Conheci a
Raquel numa altura um bocadinho louca da minha vida, fomos colegas de turma e cúmplices por pouco tempo no espaço do calendário, mas por uma eternidade no espaço aqui dentro de nós.
Fã incondicional de Robert Smith, vestia-se de preto, usava doc martens e era viciada em coca-cola. Juntamente com a expressão pensativa vinha o sorriso por acréscimo, mas um sorriso que chegava tarde, quando a empatia brotava das nossas conversas e a troca de ideias e paixões se instalara já irremediavelmente.

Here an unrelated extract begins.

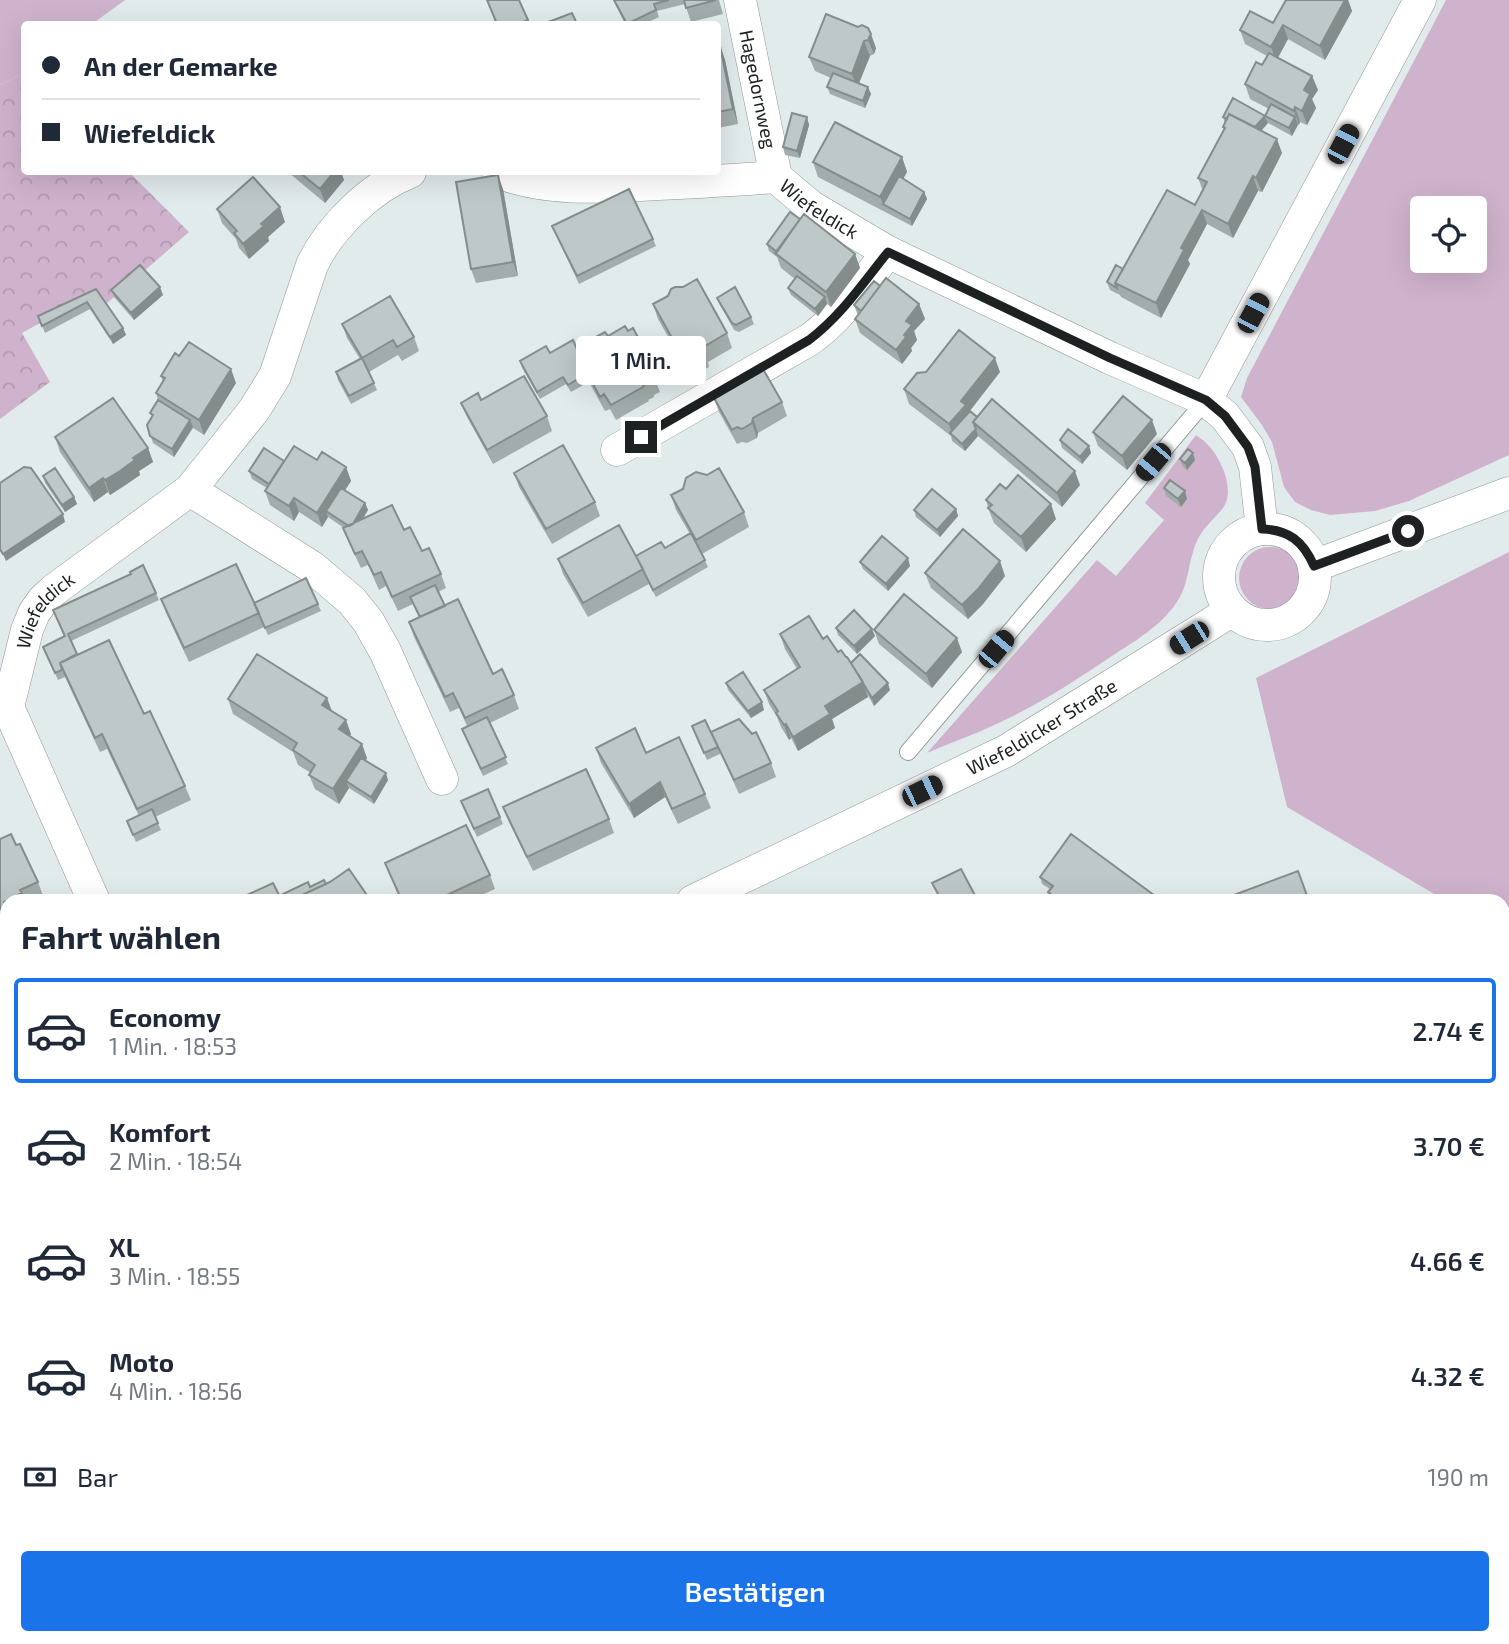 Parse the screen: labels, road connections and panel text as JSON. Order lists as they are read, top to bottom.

Era muito sensível, mas uma sensibilidade que fervilhava por dentro. Com ela tinhamos que nos dar ao trabalho de retirar as várias camadas que a protegiam. Como também sou um bocadinho assim, não tive pressa de esperar e ir passando as folhas do seu livro, uma a uma.
Afastámo-nos porque a vida nos afasta tantas vezes das pessoas que nos dizem tanto, mas nunca deixei de pensar naquela rapariga morena, cheia de vida por dentro das suas palavras e de cada vez que ouvia Cure lembrava-me como se fosse ontem e sorria de saudade.
Passados uns anos recebi um telefonema a pedir-me um favor e assim foi, ela veio ter comigo e senti-a um bocadinho perdida.
Desde então perdi-lhe o rasto. Recusei-me a apagar o telefone de casa dos seus pais e passou de uma agenda de papel para o meu telemóvel. Era daqueles números que não conseguia apagar da agenda, por muitas limpezas que fizesse à lista de contactos.
Estes caminhos da internet têm muitas coisas más, mas têm também a magia de nos religar a amigos e a Raquel veio cair de novo no meu pequeno caminho.
Apaixonou-se por um holandês, fez a sua trouxa e rumou com ele de carro para o país das socas, moinhos e bicicletas onde está há 10 anos. Com uma força de vontade arrepiante, aprendeu aquela língua que não lembra a ninguém e terminou o seu curso de psicologia em holandês...
A Raquel é minha amiga e gosto de ter amigos assim, porque gosto de pensar, com muito pouca humildade confesso, que todos nós temos um bocadinho os amigos que somos.